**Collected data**

-----

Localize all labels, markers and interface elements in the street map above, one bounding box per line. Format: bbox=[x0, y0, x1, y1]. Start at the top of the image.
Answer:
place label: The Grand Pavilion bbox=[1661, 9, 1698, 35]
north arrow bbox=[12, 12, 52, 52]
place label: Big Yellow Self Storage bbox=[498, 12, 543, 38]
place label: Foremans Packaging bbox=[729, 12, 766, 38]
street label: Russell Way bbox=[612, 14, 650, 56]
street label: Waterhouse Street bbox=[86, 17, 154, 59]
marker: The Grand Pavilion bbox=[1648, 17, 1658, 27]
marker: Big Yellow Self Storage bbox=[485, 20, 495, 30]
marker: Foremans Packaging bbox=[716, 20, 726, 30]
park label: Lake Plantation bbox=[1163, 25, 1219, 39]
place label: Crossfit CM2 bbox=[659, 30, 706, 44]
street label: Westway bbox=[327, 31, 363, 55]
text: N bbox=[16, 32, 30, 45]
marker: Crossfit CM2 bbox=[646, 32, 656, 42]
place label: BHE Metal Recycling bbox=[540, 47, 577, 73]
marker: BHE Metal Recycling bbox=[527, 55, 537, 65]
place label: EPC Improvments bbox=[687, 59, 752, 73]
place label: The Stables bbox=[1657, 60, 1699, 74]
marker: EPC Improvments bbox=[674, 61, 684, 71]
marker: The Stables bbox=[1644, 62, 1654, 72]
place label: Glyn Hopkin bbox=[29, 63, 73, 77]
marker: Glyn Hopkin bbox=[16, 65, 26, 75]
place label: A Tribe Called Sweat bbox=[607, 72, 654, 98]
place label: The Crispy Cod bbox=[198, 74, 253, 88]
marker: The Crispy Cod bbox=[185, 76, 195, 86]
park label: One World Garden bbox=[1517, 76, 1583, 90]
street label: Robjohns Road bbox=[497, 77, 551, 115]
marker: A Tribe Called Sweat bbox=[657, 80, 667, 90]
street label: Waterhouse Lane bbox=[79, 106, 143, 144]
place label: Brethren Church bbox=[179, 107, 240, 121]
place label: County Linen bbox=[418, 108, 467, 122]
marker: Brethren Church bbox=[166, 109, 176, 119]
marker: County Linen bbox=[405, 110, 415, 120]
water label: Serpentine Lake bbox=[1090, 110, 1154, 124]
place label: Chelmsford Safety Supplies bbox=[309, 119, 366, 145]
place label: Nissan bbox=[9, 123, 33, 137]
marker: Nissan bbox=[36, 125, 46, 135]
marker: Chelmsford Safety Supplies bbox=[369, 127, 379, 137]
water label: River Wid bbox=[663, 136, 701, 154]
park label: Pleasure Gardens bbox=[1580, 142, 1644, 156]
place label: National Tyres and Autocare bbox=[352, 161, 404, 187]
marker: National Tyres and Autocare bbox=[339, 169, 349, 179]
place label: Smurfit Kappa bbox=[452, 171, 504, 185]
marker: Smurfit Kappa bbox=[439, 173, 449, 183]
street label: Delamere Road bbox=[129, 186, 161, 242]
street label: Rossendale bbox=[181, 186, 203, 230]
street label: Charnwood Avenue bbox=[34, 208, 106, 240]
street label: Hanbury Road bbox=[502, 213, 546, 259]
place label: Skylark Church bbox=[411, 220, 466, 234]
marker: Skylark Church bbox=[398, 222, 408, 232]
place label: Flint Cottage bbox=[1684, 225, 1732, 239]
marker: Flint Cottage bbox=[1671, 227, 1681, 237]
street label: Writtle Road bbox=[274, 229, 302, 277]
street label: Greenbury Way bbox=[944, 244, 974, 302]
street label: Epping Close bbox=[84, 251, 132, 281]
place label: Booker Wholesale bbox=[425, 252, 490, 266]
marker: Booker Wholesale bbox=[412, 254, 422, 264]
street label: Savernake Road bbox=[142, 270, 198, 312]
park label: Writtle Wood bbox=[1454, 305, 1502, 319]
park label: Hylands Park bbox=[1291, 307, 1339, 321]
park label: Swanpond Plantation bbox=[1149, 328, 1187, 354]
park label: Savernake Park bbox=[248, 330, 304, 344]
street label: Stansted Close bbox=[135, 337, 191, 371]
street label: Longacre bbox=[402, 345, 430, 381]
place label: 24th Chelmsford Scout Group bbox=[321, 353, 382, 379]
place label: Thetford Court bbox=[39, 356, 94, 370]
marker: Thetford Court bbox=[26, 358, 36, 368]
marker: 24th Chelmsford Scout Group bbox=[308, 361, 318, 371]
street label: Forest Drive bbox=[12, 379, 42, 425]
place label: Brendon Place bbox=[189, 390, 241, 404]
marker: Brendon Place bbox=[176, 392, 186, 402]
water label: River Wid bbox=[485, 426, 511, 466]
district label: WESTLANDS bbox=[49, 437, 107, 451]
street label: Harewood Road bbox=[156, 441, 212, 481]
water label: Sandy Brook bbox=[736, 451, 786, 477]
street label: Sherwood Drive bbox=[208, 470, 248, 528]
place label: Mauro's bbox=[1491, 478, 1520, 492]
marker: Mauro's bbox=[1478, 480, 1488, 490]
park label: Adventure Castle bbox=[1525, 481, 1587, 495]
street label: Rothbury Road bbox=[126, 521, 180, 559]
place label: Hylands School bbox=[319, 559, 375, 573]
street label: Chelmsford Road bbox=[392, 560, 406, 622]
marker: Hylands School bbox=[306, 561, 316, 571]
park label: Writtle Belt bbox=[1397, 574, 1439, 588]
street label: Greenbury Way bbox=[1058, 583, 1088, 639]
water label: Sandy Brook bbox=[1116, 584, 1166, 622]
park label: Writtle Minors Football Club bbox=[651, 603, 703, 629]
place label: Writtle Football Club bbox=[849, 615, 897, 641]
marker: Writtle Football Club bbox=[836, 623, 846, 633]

-----

**What the exercise asks**
Which lines in the records above contain the string "Packaging"? Copy each one.

**Solution to this problem**
place label: Foremans Packaging bbox=[729, 12, 766, 38]
marker: Foremans Packaging bbox=[716, 20, 726, 30]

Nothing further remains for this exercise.